New Autism Treatment Appears Promising
November 28, 2011

New Autism Treatment Appears Promising

Neuroscientists have homed in on potential differences in the brain cells of autistic people by studying brainlike spheres grown in an elaborate process from skin cells.

The scientists from Stanford University School of Medicine studied cells from patients suffering from Timothy syndrome, a rare genetic condition that is associated with one of the most penetrant forms of autism.

Most people with the Timothy syndrome mutation have, among other health issues, autism as a symptom. Autism includes such problems as social development and communication.

In this study, the scientists suggest that the autism in Timothy syndrome patients is caused by a gene mutation that makes calcium channels in neuron membranes defective, interfering with how those neurons communicate and develop.

The flow of calcium into neurons enables them to fire, and how calcium flow is regulated is essential to allowing proper brain function.

The researchers developed a technique to generate neurons using only a sample of the patient´s skin, allowing them to examine their development in the laboratory, and even use them to test out possible treatments.

They found obvious differences between neurons grown from Timothy syndrome patients and those from healthy subjects. The healthy neurons developed into different subtypes, able to work in different regions of the brain.

In contrast, the proportion of neurons developing into each subtype was different in the Timothy syndrome samples - more were equipped to work in the upper part of the cerebral cortex, and fewer in the lower part.

Leading the study was Dr. Ricardo Dolmetsch, who said that the abnormalities found tallied with other evidence that autism was due in part to poor communication between different parts of the brain. His team managed to reduce significantly the number of these malfunctioning neurons by adding a drug as they developed.

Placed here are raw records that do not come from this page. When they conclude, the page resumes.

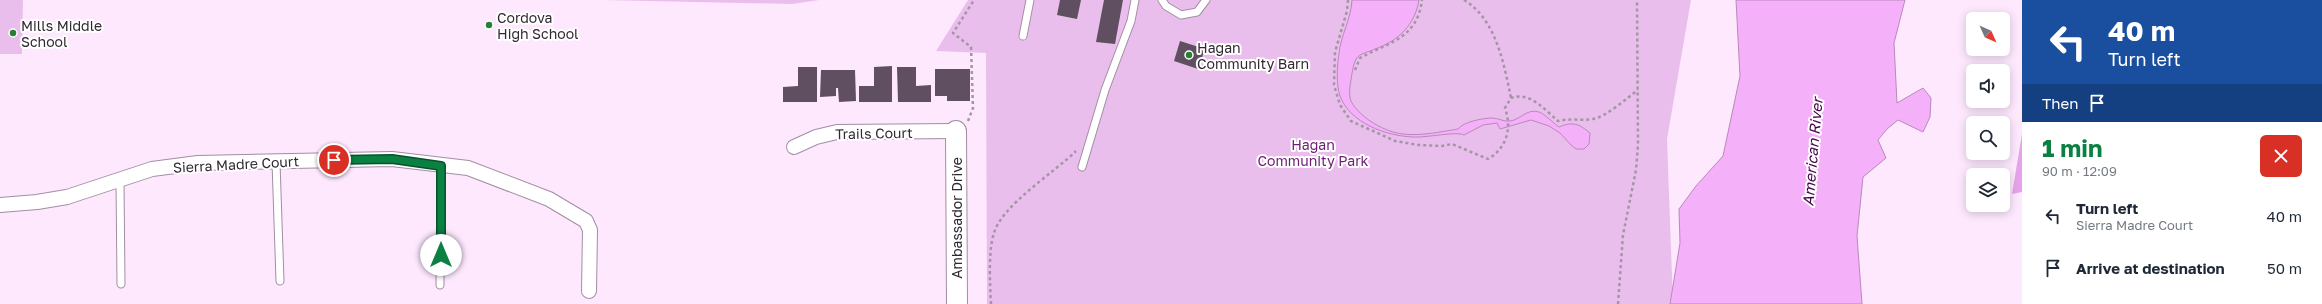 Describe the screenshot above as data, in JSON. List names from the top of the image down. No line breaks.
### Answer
{"streets":{"street":["Trails Court","Sierra Madre Court","Ambassador Drive"]},"crossings":[["Trails Court","Ambassador Drive"]],"water":["American River"],"parks":["Hagan Community Park"],"places":["Cordova High School","Mills Middle School","Hagan Community Barn"],"north":"bottom right","page":{"turn":["40 m","Turn left"],"then":"Then","heading":["1 min","90 m · 12:09"],"list":[{"name":"Turn left","note":"Sierra Madre Court","value":"40 m"},{"name":"Arrive at destination","value":"50 m"}]}} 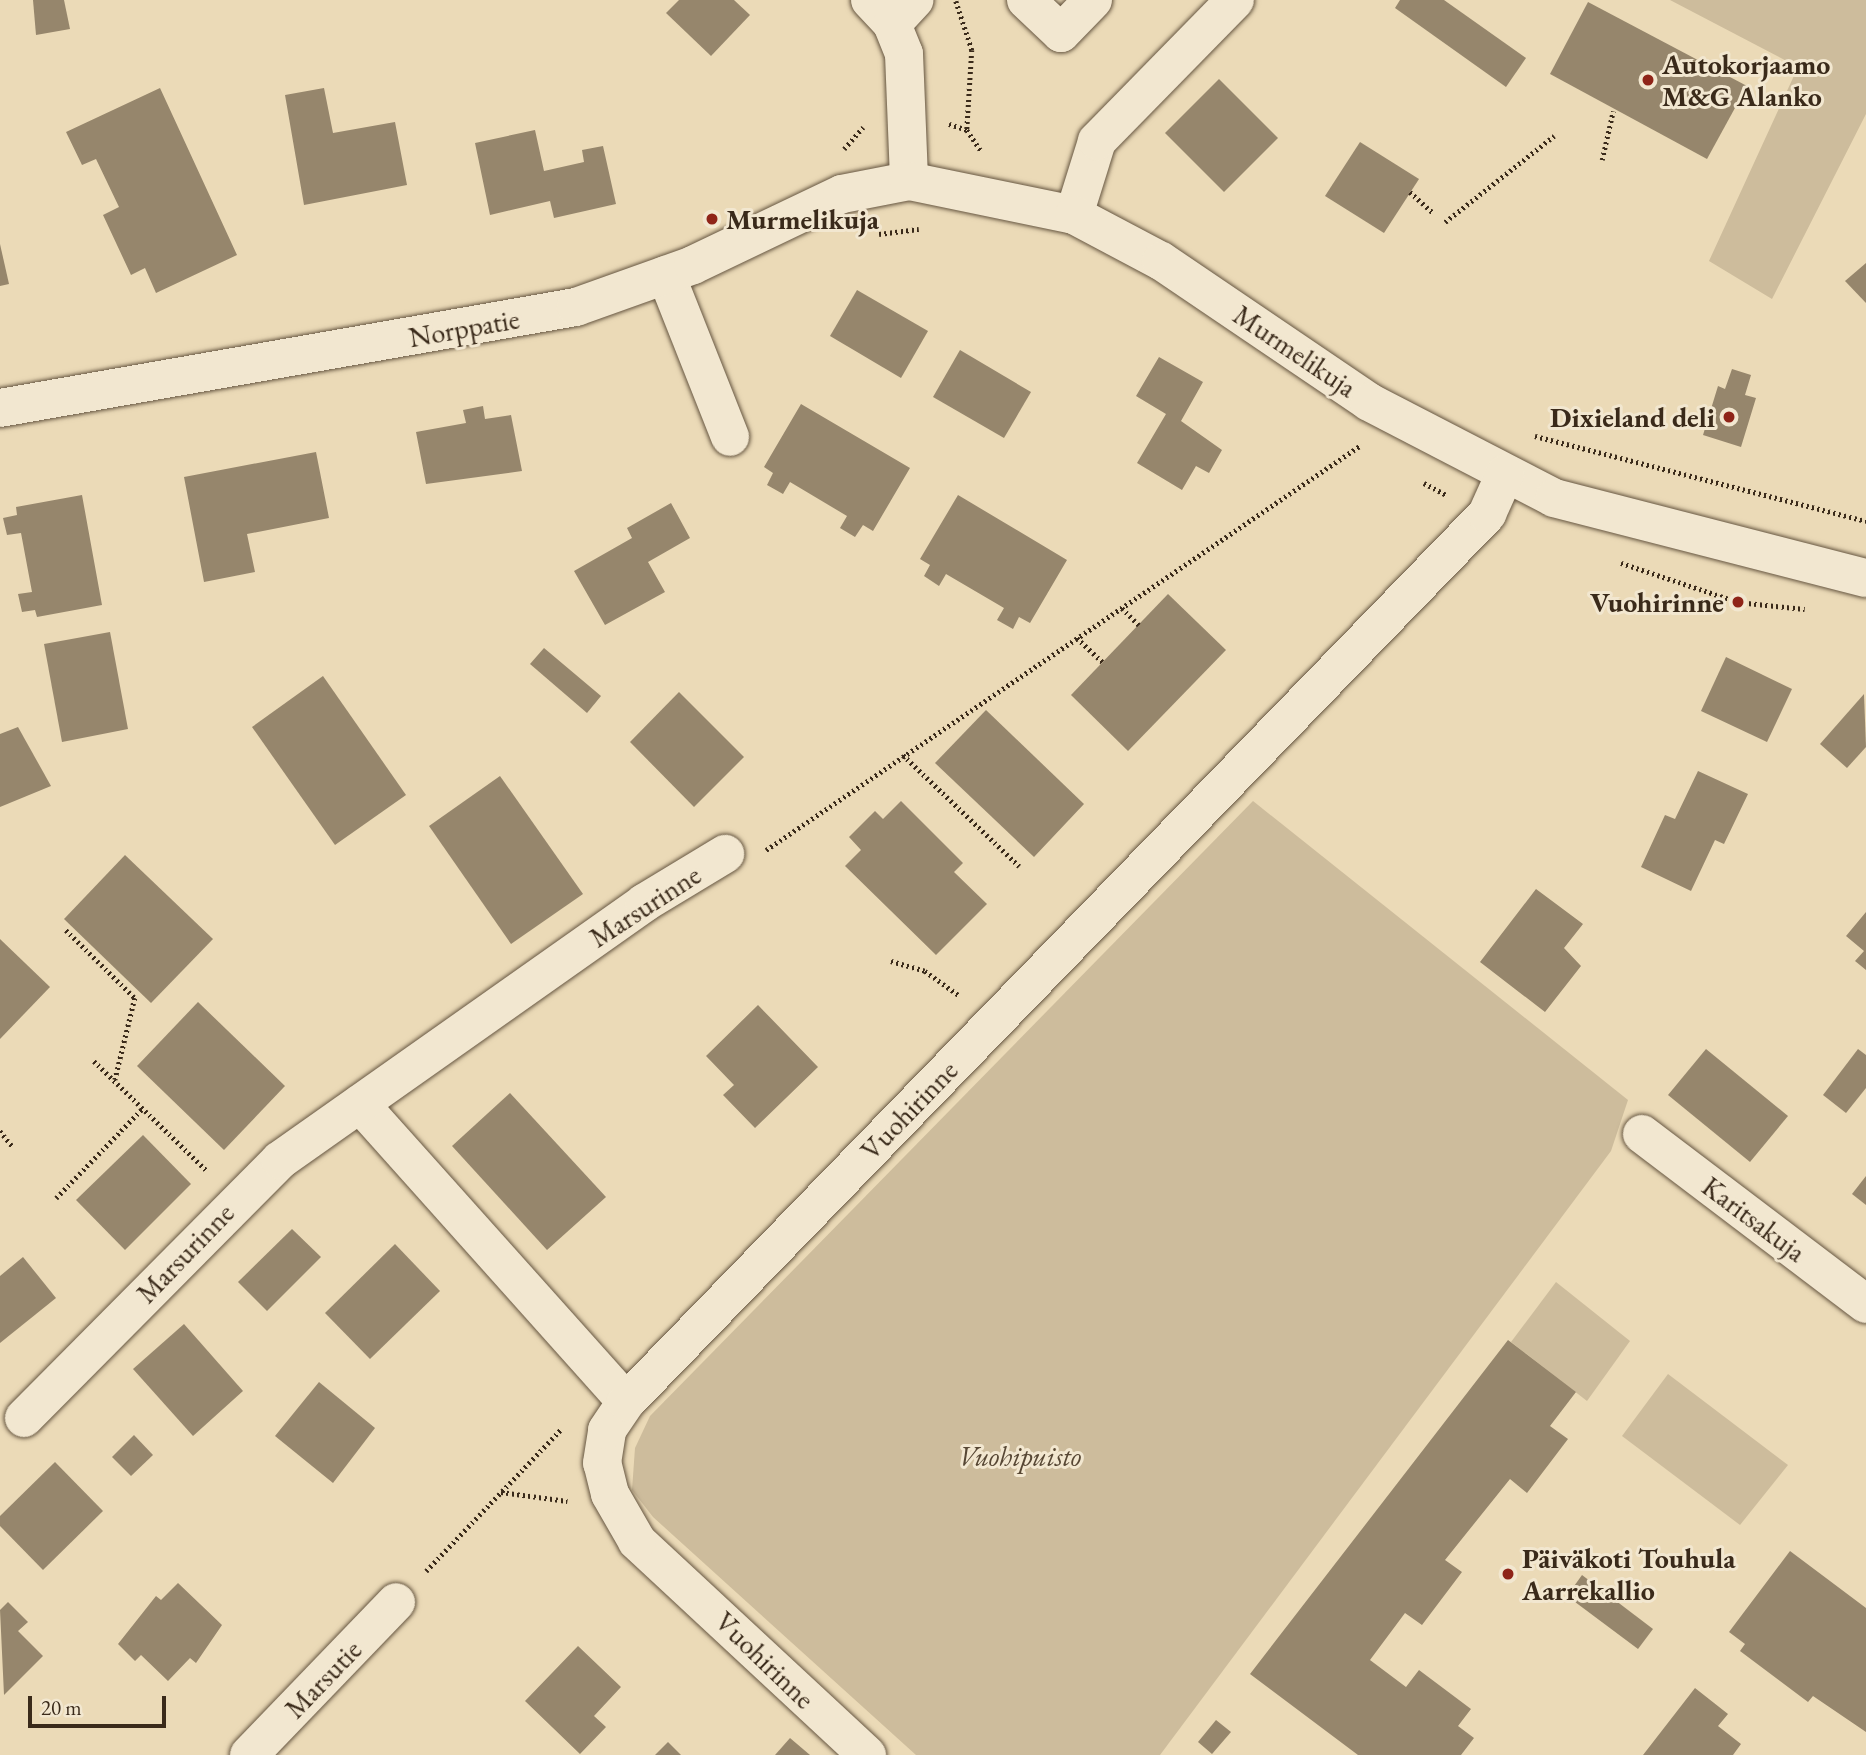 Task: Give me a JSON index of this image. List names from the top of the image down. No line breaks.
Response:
{"streets":{"street":["Norppatie","Murmelikuja","Marsurinne","Vuohirinne","Karitsakuja","Marsutie"]},"crossings":[["Norppatie","Murmelikuja"],["Murmelikuja","Vuohirinne"]],"parks":["Vuohipuisto"],"places":["Autokorjaamo M&G Alanko","Murmelikuja","Dixieland deli","Vuohirinne","Päiväkoti Touhula Aarrekallio"],"scale_bar":"20 m"} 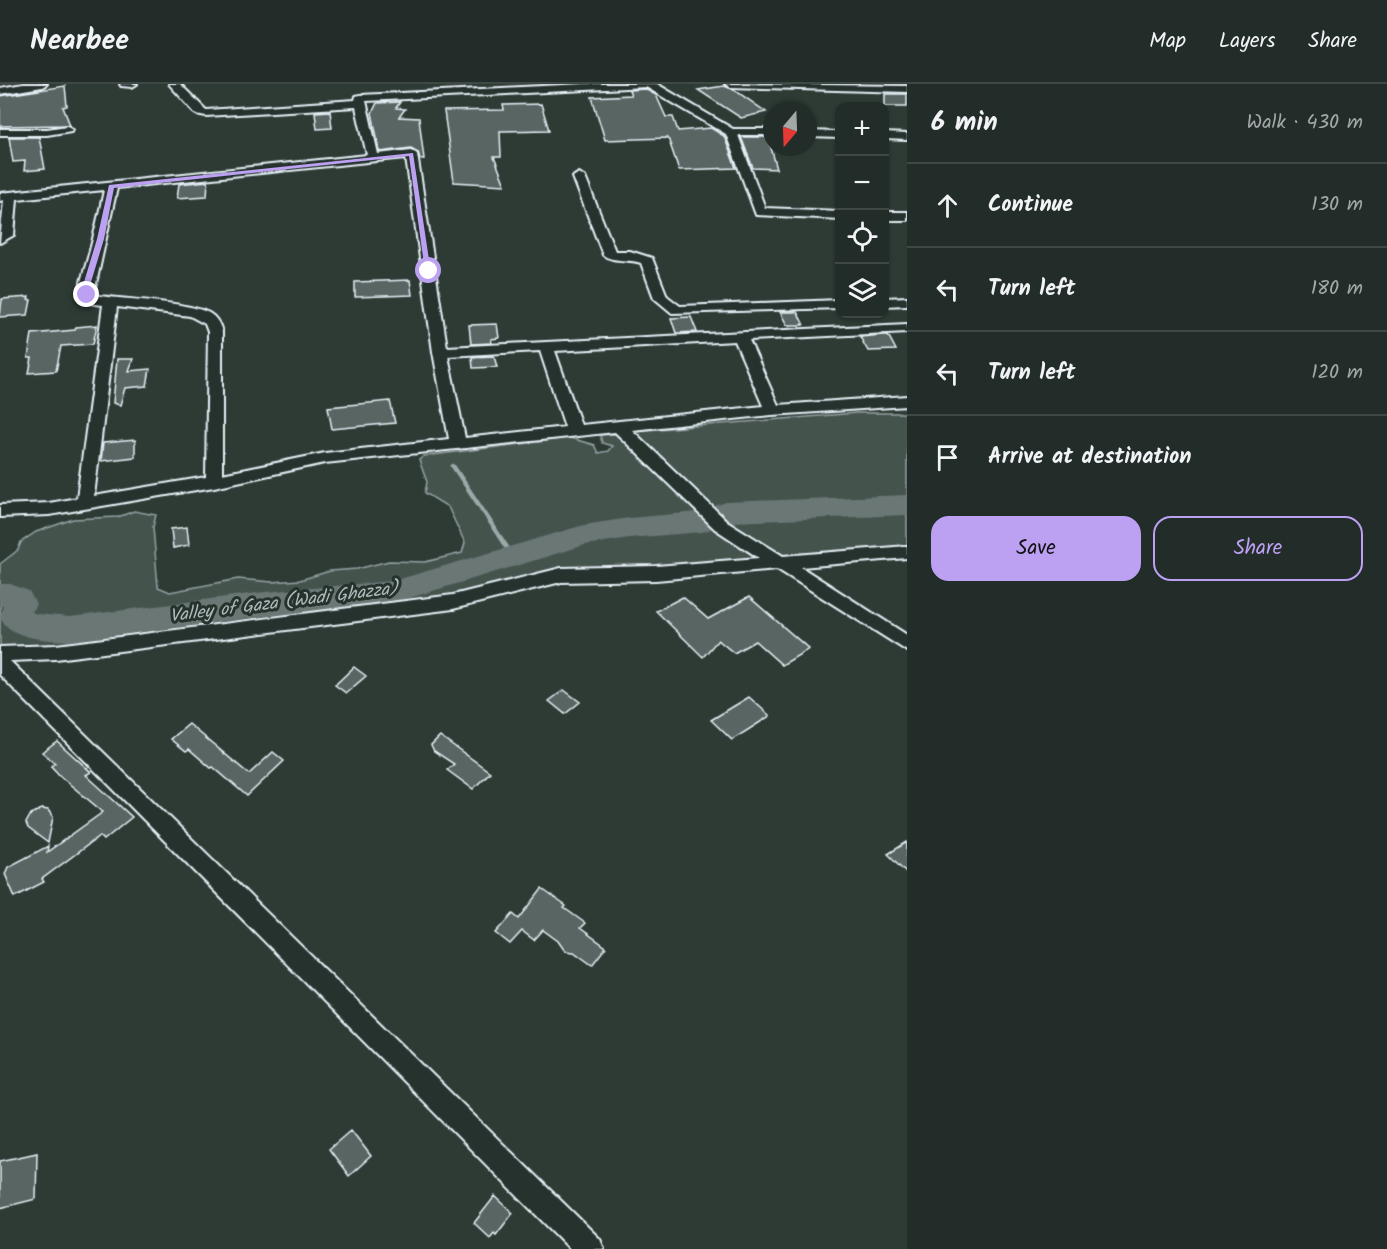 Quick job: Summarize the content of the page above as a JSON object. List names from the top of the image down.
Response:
{
  "water": ["Valley of Gaza (Wadi Ghazza)"],
  "north": "bottom",
  "page": {
    "header": "Nearbee",
    "nav": ["Map", "Layers", "Share"],
    "heading": ["6 min", "Walk · 430 m"],
    "map_buttons": ["+", "−"],
    "list": [
      ["Continue", "130 m"],
      ["Turn left", "180 m"],
      ["Turn left", "120 m"],
      "Arrive at destination"
    ],
    "buttons": ["Save", "Share"]
  }
} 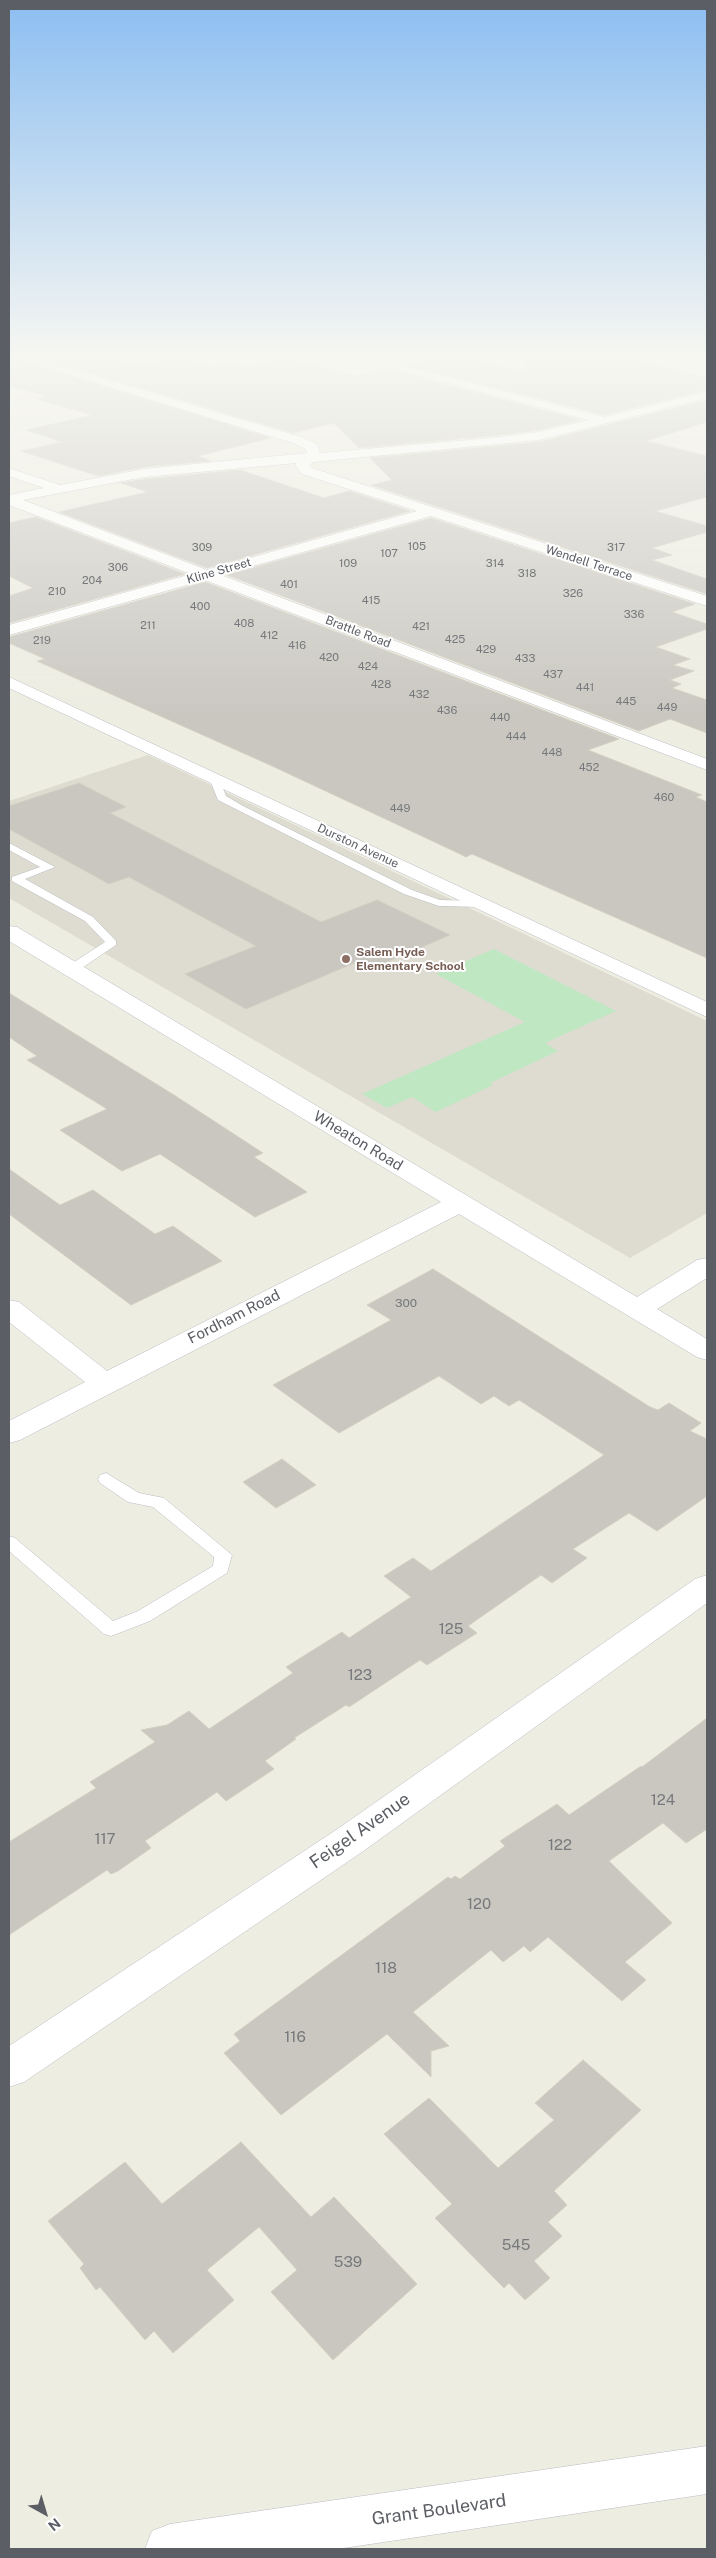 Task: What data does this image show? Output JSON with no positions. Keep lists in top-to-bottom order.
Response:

If this research continues its positive results, it might be possible one day to treat this defect in a real patient, although currently, side effects made the drug used not currently suitable.

Cautiously optimistic, the National Autistic Society welcomes the findings, but warned that they did not necessarily portend a treatment for every type of autism.

“Timothy syndrome is only one form of autism and so these findings only give a very limited picture of what might cause the condition. More work would need to be done to substantiate this particular piece of research,” said researcher Georgina Gomez.

Results of the study were published online Nov. 27 in Nature Medicine.